MON TUES THURS FRI- For people who have (above normal) recovery ability (hitting body parts twice in that time-or twice in 7 days)
MON WED FRI MON- For pretty much the norm of society with average recovery ability--hitting body parts twice every 8 days
MON TUES THURS FRI- With body split into three parts-for people with hectic schedules these are extremely short workouts yet stay roughly in the same scheme as the above.
On this schedule someone would group body parts like the following:
In the first week of doing this, day one would be hit on Friday again and then the Monday of the following week would be Day 2 again, Tuesday would be Day 3, Wednesday off, Thursday-day one again etc. You would still be hitting body parts twice every 9 days and these workouts would be about 35 minutes tops.
Set & Exercise Examples:
Example Day One:
First exercise smith incline presses (ill use the weights I use for example) 135 for warm-up for 12--185 for 8 warm-up--225 for 6-8 warm-up-----then 375 for 8 reps to total absolute failure (then 12-15 deep breaths) 375 for 2-4 reps to total absolute failure (then 12-15 deep breaths) 375 for 1-3 reps to absolute total failure (then a 20-30 second static hold) DONE!--that's it 375lbs for 8+4+3= 375 for 15 reps rest paused..... next week I go for 385 (again rest paused)-----directly after that rest pause set I go to extreme stretching flyes and that's it for chest and on to shoulders, triceps and back........the next day I come in to do chest would be day 4 and I would do hammer flat presses in the same rest paused manner (and then extreme stretching again)---the next day I come in to do chest is day seven and I would do my third favorite exercise rest paused and then the cycle repeats. Three chest workouts in nine days with low enough volume to recover in between workouts and high enough intensity and load to grow rapidly--my workouts last an houróI'm doing one exercise for one all out balls to the wall rest pause set (I don't count warm-ups only the working set) ---so in simple terms I am using techniques with extreme high intensity (rest pause) which I feel make a persons strength go up as quickly as possible + low volume so I can (recover) as quickly as possible with as many growth phases (damage/remodel/recover) I can do in a years time.

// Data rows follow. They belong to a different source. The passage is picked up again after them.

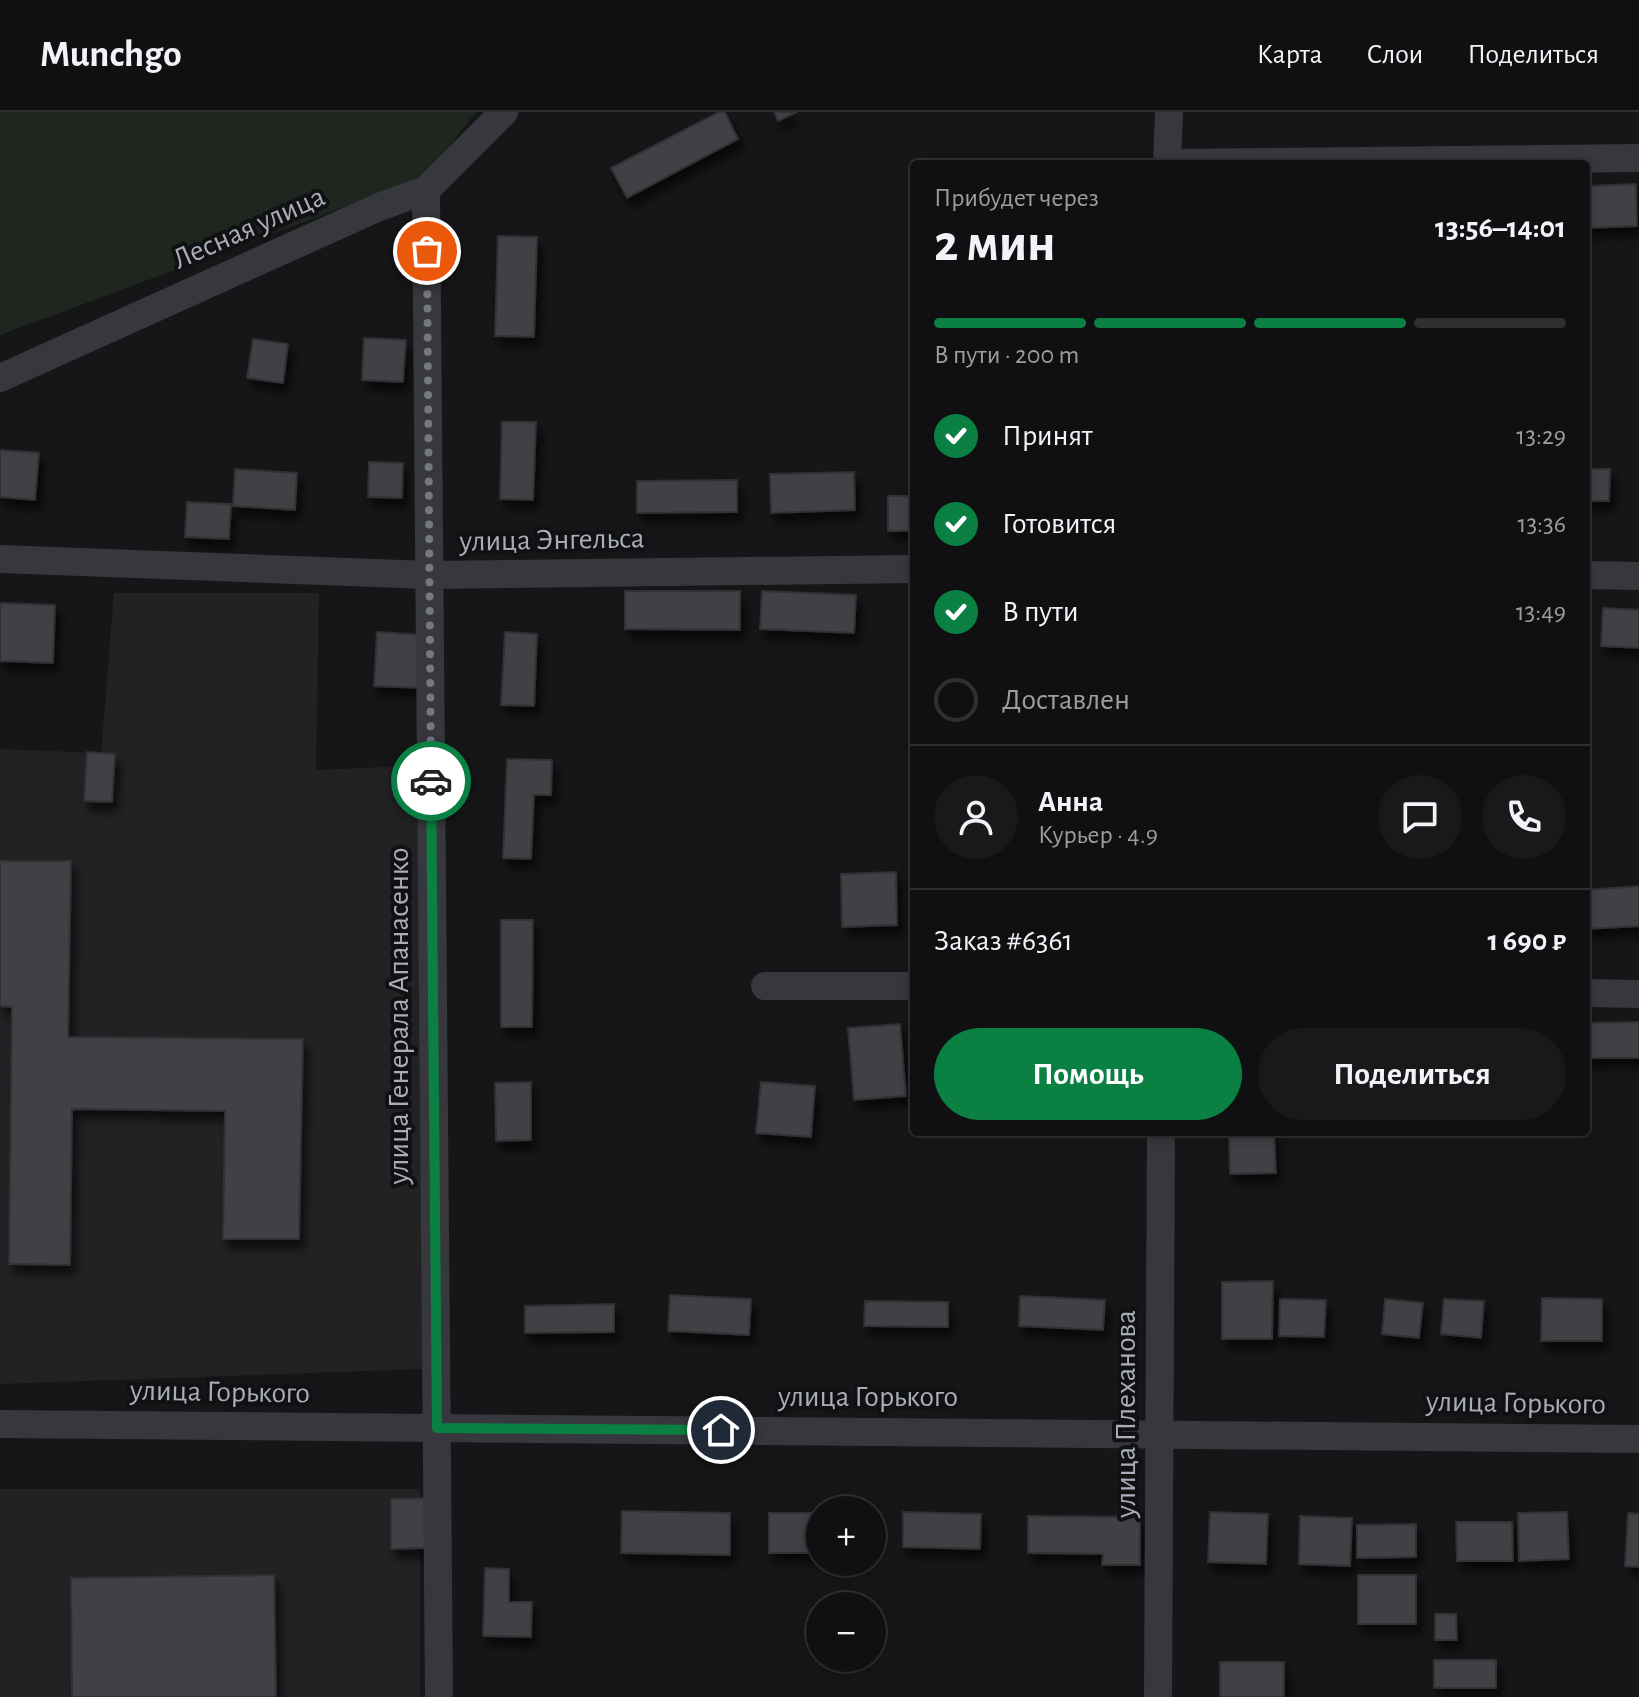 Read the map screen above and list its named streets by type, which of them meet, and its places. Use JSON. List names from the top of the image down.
{
  "streets": {
    "street": [
      "Лесная улица",
      "улица Энгельса",
      "улица Генерала Апанасенко",
      "улица Горького",
      "улица Плеханова"
    ]
  },
  "crossings": [
    ["Лесная улица", "улица Генерала Апанасенко"],
    ["улица Энгельса", "улица Генерала Апанасенко"],
    ["улица Генерала Апанасенко", "улица Горького"],
    ["улица Горького", "улица Плеханова"]
  ],
  "page": {
    "header": "Munchgo",
    "nav": ["Карта", "Слои", "Поделиться"],
    "heading": ["2 мин", "Прибудет через", "13:56–14:01"],
    "panel": [
      "Анна",
      "Курьер · 4.9",
      "Заказ #6361",
      "1 690 ₽"
    ],
    "bar": "В пути · 200 m",
    "list": [
      ["Принят", "13:29"],
      ["Готовится", "13:36"],
      ["В пути", "13:49"],
      "Доставлен"
    ],
    "buttons": ["Помощь", "Поделиться"],
    "map_buttons": ["+", "−"]
  }
} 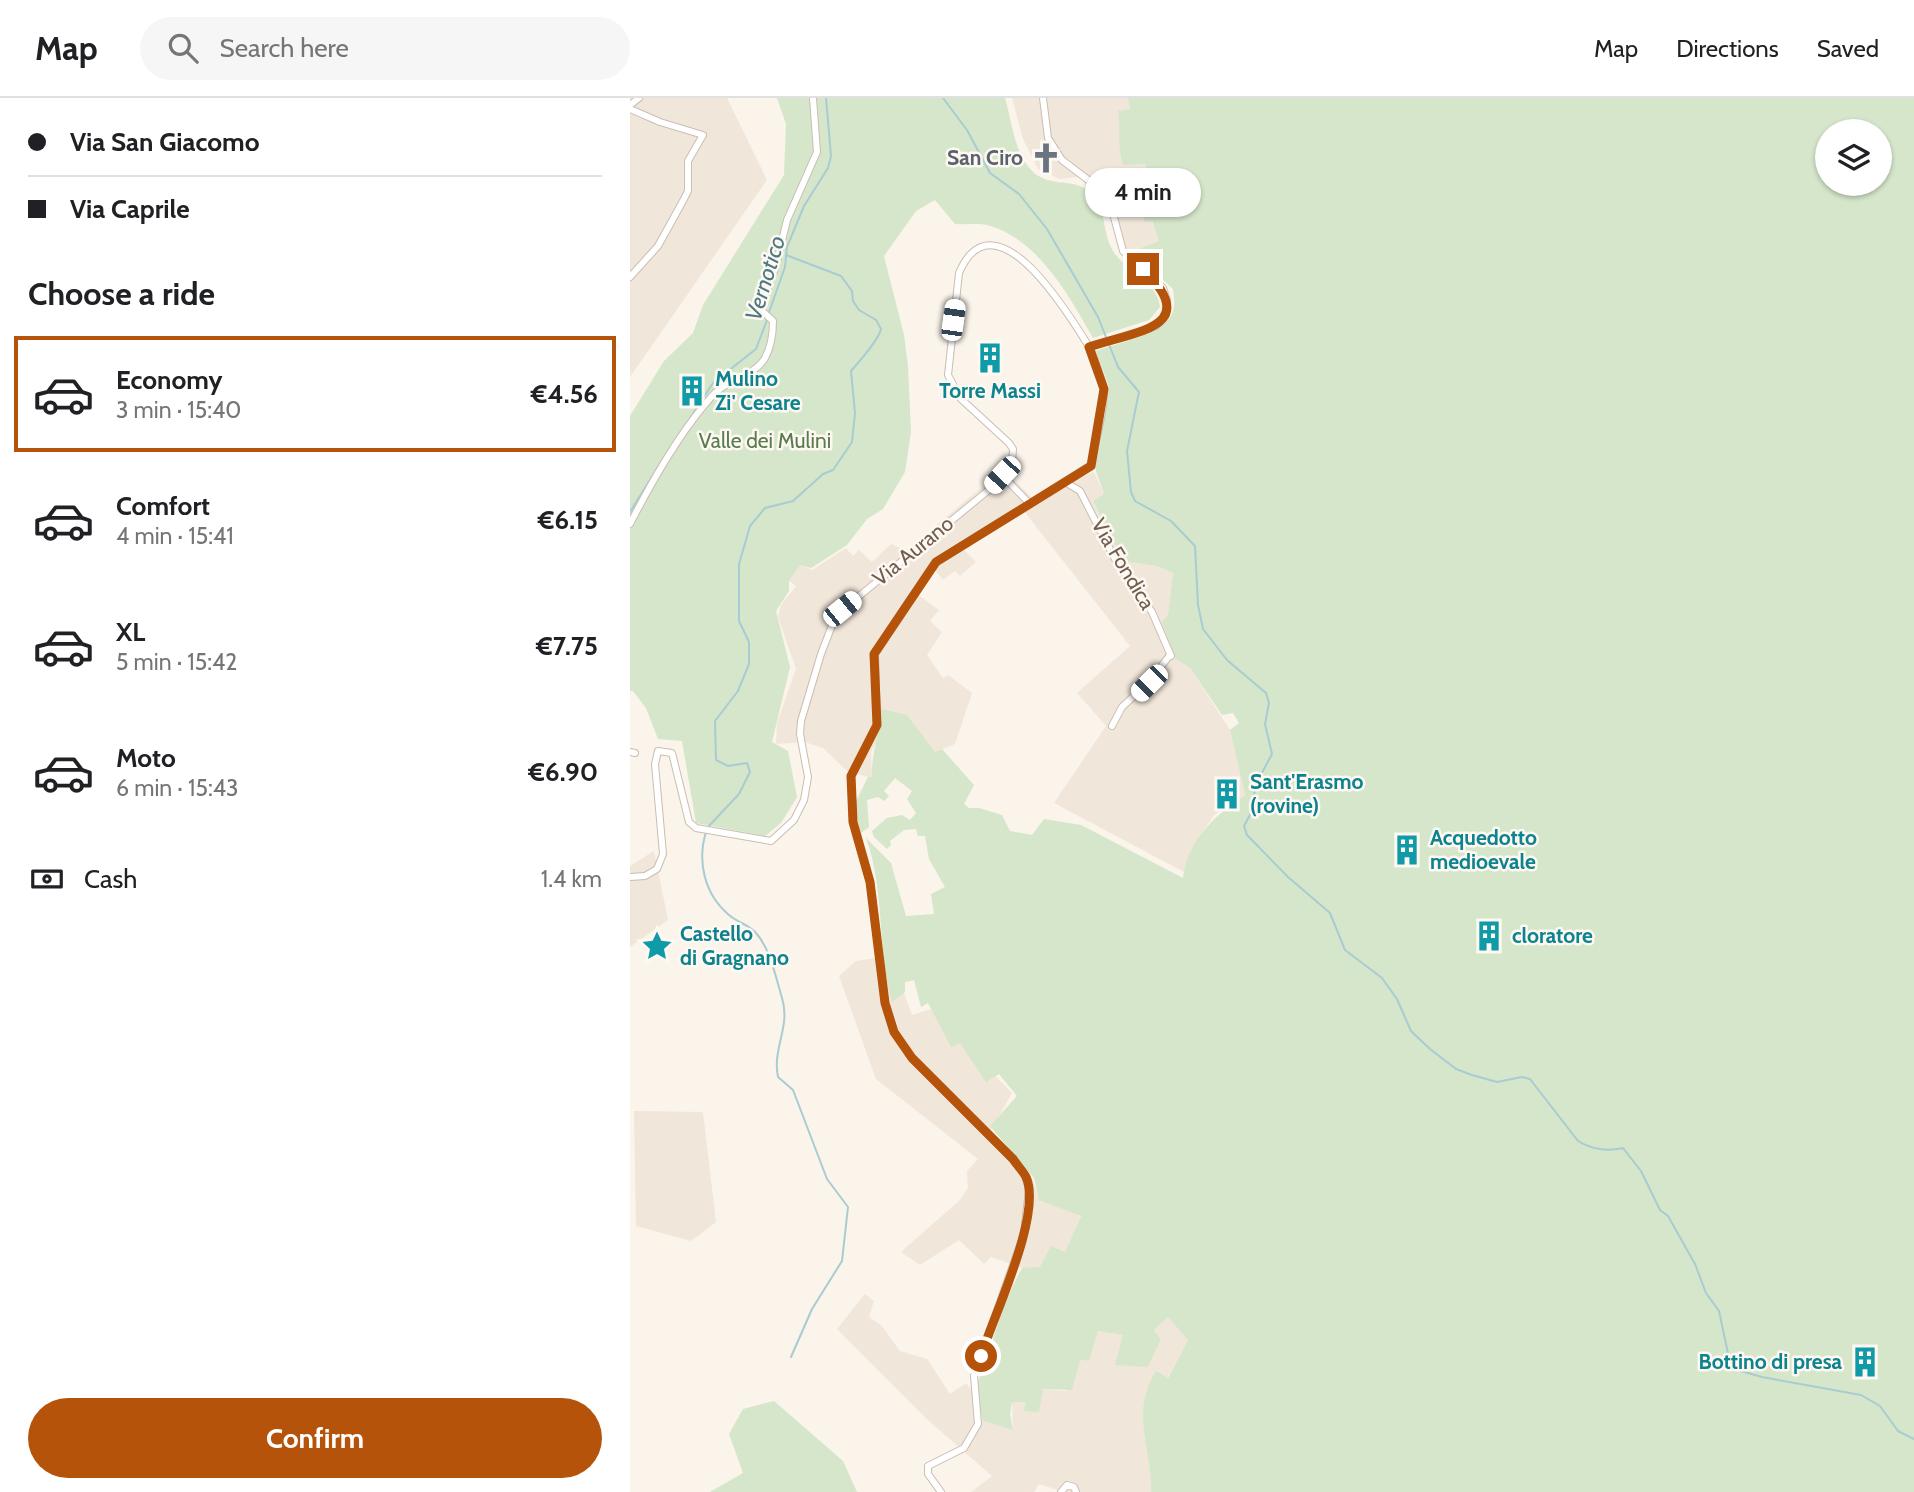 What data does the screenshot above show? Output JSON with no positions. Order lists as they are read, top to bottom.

Just in case any of you were confused every body part is hit 3 times in 9 days and advanced techniques such as rest pause is used (if it can be used)....Some exercises like hack squats and some back rowing exercises don't allow themselves to rest pausing too well. A sample couple of days for me would be the following (I'm not including warm-up sets--just working sets):
Chest- Smith incline 375 x 15 reps rest pause (RP) and 20 second static rep at end
Shoulders- Front smith press-330 x 13RP
Triceps- Reverse grip bench 315 for 15-20 reps rest paused
Back width- Rear pull downs to back of head 300 x 18RP (20 second static at end)
Back thickness- Dead lifts straight set of 12-20 reps
Biceps- Dumbbell curls rest paused for 20 reps
Forearms- Hammer curls rest paused for 15
Calves- On hack squat straight set for 12 reps but with a 20 second negative phase
Hamstrings- Lying leg curl rest paused for 15-20 reps and then 20 second static at end
Quads- Hack squat straight set of 6 plates each side for 20 reps (of course after warming up)
DAY Three: Off
Day Four & Five: Same as day one with same concepts but different exercises (and again the same with days seven and eight)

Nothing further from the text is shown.